◆ Data records
▬▬▬

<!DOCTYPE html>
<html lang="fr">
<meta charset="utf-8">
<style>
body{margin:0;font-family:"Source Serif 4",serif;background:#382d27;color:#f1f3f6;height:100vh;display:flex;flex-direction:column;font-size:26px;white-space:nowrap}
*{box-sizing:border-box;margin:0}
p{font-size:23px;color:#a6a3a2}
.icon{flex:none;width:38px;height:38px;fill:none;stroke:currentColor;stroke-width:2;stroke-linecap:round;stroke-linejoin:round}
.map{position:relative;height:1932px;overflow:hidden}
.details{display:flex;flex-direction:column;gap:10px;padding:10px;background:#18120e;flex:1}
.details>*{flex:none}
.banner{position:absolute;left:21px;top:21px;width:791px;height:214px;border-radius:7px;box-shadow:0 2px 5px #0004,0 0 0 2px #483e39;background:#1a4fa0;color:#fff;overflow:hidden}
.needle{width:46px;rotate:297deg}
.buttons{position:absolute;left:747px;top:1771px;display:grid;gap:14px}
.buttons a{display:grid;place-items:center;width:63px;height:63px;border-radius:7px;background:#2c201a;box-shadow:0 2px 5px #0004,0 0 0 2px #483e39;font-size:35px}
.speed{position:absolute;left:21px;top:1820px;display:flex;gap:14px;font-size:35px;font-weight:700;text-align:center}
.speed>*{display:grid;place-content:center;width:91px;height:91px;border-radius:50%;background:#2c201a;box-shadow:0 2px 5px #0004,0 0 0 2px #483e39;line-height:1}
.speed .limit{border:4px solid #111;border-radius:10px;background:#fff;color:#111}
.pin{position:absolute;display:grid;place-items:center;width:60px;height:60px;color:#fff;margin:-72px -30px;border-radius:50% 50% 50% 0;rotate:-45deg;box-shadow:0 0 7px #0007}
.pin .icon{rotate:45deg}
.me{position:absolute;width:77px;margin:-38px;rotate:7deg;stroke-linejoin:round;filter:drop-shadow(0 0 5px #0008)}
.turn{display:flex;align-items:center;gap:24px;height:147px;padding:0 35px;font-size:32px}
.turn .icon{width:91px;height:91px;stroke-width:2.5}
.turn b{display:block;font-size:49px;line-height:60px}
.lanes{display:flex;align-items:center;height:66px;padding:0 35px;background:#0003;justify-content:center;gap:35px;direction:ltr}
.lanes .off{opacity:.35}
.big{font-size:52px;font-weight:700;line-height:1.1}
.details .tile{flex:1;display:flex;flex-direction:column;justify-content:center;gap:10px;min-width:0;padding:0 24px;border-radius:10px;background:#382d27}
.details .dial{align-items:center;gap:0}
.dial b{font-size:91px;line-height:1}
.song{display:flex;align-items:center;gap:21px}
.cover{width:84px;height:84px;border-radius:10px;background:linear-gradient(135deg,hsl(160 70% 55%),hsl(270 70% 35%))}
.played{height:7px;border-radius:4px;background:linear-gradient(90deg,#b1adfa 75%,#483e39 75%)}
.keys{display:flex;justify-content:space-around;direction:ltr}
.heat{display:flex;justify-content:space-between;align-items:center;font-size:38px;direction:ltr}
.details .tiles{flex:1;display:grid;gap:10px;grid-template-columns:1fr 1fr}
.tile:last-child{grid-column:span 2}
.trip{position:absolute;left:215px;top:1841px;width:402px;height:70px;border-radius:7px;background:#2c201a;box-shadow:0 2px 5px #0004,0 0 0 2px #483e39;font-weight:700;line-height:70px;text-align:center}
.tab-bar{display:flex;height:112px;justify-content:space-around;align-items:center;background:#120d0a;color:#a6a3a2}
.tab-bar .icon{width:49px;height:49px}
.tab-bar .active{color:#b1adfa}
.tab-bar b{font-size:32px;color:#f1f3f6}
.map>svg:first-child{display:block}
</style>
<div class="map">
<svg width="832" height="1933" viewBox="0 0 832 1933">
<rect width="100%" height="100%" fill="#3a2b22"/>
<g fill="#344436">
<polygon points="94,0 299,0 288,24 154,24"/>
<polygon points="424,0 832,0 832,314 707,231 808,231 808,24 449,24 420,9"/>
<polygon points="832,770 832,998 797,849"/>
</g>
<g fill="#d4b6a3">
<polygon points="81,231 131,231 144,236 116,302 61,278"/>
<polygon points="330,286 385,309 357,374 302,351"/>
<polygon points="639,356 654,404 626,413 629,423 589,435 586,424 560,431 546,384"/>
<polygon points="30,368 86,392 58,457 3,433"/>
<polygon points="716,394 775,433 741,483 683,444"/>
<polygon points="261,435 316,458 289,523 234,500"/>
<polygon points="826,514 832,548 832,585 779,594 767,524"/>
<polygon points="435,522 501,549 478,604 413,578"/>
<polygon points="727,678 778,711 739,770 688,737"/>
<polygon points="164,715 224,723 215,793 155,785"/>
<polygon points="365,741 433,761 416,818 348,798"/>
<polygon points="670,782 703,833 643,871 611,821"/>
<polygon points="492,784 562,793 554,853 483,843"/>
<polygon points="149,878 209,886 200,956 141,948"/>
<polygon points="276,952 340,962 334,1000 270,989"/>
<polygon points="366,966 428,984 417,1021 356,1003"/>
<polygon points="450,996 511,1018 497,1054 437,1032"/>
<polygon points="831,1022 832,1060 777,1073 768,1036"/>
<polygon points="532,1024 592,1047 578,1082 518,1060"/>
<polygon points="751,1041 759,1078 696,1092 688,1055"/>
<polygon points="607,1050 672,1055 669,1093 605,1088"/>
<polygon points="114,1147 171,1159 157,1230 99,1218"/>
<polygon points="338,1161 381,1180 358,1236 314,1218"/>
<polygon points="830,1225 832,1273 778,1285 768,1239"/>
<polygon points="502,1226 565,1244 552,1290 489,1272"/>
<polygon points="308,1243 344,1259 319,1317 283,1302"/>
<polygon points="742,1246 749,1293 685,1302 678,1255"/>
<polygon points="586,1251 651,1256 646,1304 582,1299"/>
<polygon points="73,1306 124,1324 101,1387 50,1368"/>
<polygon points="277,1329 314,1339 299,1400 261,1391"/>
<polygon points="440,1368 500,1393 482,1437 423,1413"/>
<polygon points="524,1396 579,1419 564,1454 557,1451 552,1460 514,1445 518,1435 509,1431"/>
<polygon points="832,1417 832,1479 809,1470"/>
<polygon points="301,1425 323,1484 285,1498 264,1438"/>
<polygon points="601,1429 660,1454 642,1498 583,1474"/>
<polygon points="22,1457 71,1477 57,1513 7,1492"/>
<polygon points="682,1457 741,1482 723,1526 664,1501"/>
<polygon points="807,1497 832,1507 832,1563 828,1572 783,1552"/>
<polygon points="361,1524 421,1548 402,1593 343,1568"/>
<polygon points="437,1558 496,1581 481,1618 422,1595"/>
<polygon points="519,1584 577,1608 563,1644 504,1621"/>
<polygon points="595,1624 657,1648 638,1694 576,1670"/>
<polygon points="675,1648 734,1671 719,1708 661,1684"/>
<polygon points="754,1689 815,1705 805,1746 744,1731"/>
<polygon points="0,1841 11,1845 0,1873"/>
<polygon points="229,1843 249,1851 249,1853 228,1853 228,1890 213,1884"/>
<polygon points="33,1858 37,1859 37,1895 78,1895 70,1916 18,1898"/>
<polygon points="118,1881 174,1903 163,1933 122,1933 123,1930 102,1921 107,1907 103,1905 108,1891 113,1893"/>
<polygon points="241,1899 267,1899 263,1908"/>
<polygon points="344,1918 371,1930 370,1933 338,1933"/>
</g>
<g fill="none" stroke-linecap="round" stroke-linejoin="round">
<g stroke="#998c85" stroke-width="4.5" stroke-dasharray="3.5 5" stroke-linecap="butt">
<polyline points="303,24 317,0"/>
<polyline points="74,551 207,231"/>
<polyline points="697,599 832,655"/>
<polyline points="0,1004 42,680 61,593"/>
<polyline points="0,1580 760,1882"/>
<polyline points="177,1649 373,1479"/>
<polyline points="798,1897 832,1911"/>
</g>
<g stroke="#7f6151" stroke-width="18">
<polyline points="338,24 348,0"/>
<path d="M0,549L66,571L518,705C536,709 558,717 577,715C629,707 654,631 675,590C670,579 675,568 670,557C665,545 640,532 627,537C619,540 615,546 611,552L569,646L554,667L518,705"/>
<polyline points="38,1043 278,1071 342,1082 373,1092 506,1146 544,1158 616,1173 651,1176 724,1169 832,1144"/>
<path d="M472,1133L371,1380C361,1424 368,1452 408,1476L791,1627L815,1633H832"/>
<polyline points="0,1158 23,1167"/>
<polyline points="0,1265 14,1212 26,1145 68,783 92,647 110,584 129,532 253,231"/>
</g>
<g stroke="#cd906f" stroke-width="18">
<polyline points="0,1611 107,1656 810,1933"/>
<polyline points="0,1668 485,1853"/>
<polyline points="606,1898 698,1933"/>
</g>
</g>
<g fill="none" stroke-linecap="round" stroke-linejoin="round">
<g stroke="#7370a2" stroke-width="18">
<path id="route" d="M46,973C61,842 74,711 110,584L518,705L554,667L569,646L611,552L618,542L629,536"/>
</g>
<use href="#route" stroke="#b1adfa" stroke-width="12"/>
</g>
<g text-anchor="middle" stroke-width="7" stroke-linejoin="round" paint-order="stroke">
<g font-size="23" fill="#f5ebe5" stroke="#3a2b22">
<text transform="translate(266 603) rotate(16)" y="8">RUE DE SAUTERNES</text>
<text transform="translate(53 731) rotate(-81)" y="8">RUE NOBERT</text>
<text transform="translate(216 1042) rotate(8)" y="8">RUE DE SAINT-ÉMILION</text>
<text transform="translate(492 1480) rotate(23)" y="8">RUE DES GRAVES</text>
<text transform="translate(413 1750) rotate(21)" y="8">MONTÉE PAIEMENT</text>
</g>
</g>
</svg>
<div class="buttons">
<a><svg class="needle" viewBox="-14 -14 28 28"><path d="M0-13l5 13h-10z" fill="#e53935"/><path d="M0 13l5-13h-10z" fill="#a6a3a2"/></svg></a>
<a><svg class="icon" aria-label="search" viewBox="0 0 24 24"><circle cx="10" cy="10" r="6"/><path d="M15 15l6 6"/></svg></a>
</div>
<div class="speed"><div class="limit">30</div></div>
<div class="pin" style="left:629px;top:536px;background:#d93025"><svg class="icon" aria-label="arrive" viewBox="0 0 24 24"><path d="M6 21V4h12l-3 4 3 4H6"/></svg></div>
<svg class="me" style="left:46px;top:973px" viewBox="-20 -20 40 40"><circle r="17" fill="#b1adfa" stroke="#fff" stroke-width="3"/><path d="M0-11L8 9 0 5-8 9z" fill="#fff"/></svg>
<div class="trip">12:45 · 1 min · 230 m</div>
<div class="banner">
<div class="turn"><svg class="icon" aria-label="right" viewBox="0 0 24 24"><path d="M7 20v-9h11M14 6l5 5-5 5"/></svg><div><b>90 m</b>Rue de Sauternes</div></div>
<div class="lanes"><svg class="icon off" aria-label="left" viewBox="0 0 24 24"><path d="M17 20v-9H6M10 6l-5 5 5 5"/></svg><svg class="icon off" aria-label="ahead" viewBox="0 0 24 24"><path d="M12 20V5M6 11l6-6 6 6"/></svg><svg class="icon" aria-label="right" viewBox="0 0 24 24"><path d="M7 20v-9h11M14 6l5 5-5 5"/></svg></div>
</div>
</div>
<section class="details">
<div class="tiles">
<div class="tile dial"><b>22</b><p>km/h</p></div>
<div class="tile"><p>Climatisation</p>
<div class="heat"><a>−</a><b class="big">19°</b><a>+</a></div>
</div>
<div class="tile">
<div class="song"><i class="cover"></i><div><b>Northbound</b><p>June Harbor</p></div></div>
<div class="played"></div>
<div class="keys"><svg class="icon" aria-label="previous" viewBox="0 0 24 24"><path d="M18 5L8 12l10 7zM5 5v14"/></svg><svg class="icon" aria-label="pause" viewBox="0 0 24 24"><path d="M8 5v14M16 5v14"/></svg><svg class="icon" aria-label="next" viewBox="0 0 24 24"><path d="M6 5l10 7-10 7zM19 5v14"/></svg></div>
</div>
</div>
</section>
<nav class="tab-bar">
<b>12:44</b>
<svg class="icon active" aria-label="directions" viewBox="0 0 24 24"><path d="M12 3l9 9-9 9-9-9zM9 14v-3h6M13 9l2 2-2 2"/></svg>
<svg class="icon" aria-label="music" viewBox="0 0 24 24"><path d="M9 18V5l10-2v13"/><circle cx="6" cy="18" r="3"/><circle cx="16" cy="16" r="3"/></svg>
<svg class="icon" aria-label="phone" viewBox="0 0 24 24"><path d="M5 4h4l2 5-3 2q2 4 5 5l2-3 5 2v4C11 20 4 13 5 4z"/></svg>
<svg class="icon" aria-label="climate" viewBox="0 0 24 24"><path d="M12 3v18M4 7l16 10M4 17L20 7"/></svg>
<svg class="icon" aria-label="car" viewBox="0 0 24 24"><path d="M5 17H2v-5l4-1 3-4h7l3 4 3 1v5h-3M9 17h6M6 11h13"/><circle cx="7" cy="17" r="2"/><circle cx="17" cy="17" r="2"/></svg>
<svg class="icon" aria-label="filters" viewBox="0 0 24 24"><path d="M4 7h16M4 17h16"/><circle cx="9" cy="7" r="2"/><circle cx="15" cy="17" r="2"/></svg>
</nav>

▬▬▬

◆ PROBLEM TO SOLVE
Reproduce every line from the preceding data in which the word "tiles" can be found.

◆ RESULT OF THE EXERCISE
.details .tiles{flex:1;display:grid;gap:10px;grid-template-columns:1fr 1fr}
<div class="tiles">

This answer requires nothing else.